4. Math: Time neighborhood one-foot, two-feet, or three-feet races with friends. Chart the participants’ times.
5. Math: Graph giant steps and baby steps to neighbors’ houses.
6. Take a hike and chart the number of times certain animals are seen. Or choose an animal, bird, or insect seen and tell the class where you saw it. Explore information about it on the internet. Share with the class.
7. Compare/contrast the number of goals scored in one/half hour of any outdoor sports activity with parents or friends several days in a row.
8. Get a trash bag and disposable gloves and clean up litter on your street for 20 minutes. Tell the class what items you found, and /or describe people who gave you a complement while you were doing it.
9. Visit a local veterans’ memorial. Explain the war(s) involved and why you think the townspeople built it.
10. Ask your parents to take a 10-minute morning walk with you. Ask often until they do. On the way back home,  race them there in a walking race– the kind of race where the walkers wriggle and sway with their feet firmly on the ground, to assure they are walking, not running. Explain your feelings during the walk in written or oral form.

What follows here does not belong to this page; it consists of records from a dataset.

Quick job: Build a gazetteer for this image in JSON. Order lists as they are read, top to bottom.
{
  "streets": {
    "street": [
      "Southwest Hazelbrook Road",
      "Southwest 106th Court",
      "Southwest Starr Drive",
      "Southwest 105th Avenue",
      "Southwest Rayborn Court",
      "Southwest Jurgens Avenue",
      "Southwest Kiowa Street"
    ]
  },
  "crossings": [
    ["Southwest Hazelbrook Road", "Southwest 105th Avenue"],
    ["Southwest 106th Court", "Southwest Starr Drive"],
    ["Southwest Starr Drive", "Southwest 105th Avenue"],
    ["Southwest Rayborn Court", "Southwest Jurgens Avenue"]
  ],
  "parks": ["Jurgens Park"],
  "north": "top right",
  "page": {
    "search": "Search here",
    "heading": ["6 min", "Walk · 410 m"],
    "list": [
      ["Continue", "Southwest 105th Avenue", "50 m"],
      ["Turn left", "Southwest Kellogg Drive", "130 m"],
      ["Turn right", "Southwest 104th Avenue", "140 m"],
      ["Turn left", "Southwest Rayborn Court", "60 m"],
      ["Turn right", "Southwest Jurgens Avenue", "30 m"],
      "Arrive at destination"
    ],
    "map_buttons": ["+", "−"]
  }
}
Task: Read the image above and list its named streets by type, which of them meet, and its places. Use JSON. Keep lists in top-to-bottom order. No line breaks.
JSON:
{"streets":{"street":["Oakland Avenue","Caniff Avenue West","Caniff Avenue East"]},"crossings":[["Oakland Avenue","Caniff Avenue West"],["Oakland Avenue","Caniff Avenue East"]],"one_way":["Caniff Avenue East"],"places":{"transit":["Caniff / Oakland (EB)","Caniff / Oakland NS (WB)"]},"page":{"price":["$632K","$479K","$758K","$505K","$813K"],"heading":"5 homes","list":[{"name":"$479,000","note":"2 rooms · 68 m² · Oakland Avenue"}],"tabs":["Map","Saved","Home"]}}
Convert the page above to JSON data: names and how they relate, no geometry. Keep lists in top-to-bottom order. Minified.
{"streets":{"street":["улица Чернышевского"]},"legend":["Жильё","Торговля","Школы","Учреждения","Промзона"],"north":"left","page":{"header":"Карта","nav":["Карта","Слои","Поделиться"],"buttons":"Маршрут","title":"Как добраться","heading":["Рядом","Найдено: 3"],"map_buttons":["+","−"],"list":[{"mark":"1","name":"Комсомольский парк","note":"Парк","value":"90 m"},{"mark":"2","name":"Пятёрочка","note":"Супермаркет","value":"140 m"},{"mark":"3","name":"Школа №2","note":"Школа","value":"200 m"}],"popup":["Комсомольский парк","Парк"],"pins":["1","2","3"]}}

11. Take a walk in the snow, sleet, or a light rain with no umbrella. Jump in snowdrifts or puddles. Describe your feelings before, during, and after this activity.

12. Read one chapter of a book on a porch, under a tree, or on a park bench. Describe the difference to reading in bed.

Motivated teachers can generate hundreds more. Share your ideas with fellow teachers. Not only can we make our children healthier, we can help them appreciate the world we have.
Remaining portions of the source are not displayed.